Please state how many lines of the data below contain the word "Crescent", offering nothing besides the number.

Top of MATERIALS PROVIDED

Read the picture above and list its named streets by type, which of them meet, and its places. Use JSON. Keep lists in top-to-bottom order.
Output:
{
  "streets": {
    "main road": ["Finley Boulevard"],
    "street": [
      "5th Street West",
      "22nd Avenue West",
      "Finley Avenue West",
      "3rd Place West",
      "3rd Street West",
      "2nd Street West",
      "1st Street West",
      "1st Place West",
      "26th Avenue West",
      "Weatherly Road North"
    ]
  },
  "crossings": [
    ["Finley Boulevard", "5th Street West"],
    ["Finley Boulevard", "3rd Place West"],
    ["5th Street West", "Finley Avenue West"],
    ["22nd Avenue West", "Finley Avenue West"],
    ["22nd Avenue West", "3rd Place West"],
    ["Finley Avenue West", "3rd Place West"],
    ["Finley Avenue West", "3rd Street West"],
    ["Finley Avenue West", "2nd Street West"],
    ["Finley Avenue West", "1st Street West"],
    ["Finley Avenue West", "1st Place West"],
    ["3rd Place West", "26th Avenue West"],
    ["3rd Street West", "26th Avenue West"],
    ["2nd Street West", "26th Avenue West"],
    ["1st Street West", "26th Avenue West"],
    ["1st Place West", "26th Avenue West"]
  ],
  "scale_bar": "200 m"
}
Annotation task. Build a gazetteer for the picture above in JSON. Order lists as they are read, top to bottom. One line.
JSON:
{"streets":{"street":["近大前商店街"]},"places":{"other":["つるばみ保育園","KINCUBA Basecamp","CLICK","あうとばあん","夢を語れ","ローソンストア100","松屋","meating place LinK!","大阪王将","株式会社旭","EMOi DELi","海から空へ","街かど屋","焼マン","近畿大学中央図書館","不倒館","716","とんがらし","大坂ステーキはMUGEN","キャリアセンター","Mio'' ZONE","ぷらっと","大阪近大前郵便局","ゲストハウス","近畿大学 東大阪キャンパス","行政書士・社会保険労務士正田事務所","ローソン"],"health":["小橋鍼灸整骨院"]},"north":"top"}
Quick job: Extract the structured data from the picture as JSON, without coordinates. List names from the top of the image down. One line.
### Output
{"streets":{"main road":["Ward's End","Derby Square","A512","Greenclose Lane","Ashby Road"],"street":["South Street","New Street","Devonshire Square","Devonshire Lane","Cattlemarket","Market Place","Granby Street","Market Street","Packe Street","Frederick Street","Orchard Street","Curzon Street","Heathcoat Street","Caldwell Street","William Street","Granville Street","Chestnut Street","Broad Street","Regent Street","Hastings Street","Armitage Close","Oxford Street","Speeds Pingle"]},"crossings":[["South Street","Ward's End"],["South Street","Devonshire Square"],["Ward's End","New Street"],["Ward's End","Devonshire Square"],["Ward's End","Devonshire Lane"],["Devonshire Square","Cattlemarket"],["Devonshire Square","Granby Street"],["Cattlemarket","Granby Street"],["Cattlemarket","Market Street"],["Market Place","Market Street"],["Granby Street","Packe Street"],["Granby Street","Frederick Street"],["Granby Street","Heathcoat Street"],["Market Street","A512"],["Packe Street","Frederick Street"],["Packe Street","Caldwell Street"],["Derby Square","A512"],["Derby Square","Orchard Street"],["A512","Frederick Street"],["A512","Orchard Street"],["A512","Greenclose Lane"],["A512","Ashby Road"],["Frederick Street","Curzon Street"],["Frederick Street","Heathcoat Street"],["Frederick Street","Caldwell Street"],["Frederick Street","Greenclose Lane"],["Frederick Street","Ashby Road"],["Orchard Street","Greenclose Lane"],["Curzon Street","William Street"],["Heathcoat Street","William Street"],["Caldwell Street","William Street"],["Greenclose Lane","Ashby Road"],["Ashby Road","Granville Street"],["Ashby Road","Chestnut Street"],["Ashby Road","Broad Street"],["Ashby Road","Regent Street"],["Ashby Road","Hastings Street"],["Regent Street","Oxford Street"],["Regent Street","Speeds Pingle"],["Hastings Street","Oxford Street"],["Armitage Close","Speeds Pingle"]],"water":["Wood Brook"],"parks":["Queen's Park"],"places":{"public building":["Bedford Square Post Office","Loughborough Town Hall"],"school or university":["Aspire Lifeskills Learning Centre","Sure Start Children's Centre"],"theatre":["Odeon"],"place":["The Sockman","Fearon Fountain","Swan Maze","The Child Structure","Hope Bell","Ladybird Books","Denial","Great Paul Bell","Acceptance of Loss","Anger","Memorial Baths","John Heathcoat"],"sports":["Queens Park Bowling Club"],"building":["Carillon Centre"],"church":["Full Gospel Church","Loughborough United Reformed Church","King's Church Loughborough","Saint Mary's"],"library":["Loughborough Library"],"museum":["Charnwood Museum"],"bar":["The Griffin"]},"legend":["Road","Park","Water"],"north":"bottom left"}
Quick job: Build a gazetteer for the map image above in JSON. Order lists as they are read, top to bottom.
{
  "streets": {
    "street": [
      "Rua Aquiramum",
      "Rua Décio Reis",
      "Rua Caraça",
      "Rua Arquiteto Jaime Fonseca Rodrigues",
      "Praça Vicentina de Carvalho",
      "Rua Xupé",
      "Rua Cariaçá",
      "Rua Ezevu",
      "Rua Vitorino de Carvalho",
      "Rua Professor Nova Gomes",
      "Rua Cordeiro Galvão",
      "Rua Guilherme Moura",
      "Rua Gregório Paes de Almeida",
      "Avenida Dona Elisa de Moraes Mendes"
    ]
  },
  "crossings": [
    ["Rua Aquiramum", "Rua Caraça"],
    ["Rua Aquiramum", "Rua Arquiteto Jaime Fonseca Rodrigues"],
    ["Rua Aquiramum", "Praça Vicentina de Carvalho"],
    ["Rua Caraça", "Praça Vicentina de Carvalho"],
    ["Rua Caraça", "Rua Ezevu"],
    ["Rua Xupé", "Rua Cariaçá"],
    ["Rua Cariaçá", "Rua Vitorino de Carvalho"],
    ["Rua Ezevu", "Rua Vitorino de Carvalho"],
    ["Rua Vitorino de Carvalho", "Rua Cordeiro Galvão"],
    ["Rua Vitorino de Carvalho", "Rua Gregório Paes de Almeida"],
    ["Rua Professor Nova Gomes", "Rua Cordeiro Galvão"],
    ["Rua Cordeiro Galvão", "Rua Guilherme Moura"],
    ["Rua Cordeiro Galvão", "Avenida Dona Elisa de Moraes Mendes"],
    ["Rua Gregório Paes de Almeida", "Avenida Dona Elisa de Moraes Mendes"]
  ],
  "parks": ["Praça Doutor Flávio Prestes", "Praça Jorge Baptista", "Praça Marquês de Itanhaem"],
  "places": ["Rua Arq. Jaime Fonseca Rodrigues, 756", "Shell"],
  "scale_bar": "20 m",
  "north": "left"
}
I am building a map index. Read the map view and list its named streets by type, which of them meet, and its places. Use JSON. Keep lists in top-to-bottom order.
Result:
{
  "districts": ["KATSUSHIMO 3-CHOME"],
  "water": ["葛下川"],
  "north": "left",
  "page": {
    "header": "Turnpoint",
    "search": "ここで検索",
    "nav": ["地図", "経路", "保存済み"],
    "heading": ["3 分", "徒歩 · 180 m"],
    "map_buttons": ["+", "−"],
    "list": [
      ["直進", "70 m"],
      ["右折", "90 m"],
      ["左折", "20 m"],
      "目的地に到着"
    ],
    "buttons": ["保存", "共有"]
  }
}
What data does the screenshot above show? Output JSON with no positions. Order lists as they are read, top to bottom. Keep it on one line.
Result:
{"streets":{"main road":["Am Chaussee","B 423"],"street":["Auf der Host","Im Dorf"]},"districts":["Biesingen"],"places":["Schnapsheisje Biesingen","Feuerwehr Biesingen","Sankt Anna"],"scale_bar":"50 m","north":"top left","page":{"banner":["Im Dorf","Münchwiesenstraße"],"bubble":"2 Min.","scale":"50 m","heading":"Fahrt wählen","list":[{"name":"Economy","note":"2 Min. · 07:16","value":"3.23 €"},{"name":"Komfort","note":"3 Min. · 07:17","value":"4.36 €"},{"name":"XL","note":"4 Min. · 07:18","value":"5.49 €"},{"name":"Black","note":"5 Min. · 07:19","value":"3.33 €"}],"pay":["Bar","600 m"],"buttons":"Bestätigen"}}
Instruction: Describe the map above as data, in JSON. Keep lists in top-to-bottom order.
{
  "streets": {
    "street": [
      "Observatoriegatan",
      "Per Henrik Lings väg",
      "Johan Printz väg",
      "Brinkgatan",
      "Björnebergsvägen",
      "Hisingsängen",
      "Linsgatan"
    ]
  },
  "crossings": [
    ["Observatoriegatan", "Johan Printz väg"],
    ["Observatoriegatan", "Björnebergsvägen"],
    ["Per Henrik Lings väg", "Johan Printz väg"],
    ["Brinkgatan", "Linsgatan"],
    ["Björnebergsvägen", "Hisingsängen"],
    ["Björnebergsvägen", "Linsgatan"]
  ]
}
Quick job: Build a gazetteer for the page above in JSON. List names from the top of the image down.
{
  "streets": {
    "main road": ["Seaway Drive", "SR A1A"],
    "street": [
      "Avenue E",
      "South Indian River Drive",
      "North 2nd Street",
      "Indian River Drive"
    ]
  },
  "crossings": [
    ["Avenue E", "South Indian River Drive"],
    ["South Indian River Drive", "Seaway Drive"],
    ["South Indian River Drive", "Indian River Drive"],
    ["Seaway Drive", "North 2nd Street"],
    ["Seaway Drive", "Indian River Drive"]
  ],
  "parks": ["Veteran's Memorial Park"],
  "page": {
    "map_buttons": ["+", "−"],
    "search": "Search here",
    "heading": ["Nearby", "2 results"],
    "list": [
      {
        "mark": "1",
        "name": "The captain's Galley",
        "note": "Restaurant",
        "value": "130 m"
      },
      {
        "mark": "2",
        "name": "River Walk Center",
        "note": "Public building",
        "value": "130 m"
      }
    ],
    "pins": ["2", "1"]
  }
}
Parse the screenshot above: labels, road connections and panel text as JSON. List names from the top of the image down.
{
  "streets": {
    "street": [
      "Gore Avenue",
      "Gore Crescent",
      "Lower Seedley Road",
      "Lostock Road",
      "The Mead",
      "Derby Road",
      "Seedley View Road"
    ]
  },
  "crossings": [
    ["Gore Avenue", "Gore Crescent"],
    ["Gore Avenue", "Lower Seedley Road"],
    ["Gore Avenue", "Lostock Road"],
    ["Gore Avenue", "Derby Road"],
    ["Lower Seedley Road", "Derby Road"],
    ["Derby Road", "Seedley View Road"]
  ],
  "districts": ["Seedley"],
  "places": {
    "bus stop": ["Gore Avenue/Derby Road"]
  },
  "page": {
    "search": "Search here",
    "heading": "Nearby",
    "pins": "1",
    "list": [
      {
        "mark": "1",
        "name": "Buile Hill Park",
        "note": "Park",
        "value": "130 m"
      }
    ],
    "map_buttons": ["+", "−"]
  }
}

Bottom of MATERIALS PROVIDED

THE ANSWER: 2